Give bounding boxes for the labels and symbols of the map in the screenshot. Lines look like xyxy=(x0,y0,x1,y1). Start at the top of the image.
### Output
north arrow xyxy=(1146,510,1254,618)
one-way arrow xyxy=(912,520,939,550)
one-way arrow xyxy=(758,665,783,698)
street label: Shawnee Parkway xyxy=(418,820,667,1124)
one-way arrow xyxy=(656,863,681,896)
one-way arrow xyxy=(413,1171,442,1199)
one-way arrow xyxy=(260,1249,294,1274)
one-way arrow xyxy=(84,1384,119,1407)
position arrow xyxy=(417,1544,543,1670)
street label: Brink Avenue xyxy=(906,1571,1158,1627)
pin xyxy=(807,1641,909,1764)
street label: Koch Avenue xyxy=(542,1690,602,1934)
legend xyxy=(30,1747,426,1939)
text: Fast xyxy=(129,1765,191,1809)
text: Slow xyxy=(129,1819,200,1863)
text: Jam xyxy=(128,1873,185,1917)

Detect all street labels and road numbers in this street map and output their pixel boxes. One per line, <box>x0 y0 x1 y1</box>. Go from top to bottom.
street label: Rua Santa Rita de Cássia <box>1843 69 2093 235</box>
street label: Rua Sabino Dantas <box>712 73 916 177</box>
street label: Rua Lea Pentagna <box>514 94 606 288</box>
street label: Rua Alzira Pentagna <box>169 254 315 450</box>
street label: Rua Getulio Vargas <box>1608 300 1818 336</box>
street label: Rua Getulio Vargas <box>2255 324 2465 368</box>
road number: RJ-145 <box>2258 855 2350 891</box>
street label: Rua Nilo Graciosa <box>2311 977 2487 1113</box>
§ §
Write the records out once more. Each line must match.

● Answer for the task:
Give bounding boxes for the labels and symbols of the map in the screenshot. Lines look like xyxy=(x0,y0,x1,y1). Start at the top of the image.
### Output
north arrow xyxy=(1146,510,1254,618)
one-way arrow xyxy=(912,520,939,550)
one-way arrow xyxy=(758,665,783,698)
street label: Shawnee Parkway xyxy=(418,820,667,1124)
one-way arrow xyxy=(656,863,681,896)
one-way arrow xyxy=(413,1171,442,1199)
one-way arrow xyxy=(260,1249,294,1274)
one-way arrow xyxy=(84,1384,119,1407)
position arrow xyxy=(417,1544,543,1670)
street label: Brink Avenue xyxy=(906,1571,1158,1627)
pin xyxy=(807,1641,909,1764)
street label: Koch Avenue xyxy=(542,1690,602,1934)
legend xyxy=(30,1747,426,1939)
text: Fast xyxy=(129,1765,191,1809)
text: Slow xyxy=(129,1819,200,1863)
text: Jam xyxy=(128,1873,185,1917)

Detect all street labels and road numbers in this street map and output their pixel boxes. One per line, <box>x0 y0 x1 y1</box>. Go from top to bottom.
street label: Rua Santa Rita de Cássia <box>1843 69 2093 235</box>
street label: Rua Sabino Dantas <box>712 73 916 177</box>
street label: Rua Lea Pentagna <box>514 94 606 288</box>
street label: Rua Alzira Pentagna <box>169 254 315 450</box>
street label: Rua Getulio Vargas <box>1608 300 1818 336</box>
street label: Rua Getulio Vargas <box>2255 324 2465 368</box>
road number: RJ-145 <box>2258 855 2350 891</box>
street label: Rua Nilo Graciosa <box>2311 977 2487 1113</box>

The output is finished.